Records for the exercise START
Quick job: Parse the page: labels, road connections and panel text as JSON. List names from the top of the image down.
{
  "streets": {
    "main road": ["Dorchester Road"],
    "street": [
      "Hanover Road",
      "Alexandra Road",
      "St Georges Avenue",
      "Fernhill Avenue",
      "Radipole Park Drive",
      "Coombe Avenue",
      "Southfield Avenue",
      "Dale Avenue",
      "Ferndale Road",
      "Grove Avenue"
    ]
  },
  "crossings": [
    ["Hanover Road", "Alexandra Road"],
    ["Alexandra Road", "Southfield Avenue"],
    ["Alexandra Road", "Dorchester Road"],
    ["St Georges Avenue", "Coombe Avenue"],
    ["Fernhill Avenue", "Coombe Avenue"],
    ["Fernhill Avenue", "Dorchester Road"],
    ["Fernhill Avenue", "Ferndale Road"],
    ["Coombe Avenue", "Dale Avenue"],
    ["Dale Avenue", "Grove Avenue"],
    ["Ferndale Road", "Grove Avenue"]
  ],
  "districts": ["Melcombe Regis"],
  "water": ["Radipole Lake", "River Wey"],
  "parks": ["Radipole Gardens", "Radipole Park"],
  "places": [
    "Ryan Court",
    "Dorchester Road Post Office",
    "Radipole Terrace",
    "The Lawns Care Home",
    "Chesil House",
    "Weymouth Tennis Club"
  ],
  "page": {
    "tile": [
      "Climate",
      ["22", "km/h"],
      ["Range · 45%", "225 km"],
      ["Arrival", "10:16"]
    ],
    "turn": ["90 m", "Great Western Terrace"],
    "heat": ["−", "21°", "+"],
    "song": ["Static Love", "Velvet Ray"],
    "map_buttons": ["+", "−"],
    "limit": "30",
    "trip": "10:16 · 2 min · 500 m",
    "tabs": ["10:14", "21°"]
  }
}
Records for the exercise END
Among the lines of the records, copy out each one that contains the word "Grove".

* [Final answer]
      "Grove Avenue"
    ["Dale Avenue", "Grove Avenue"],
    ["Ferndale Road", "Grove Avenue"]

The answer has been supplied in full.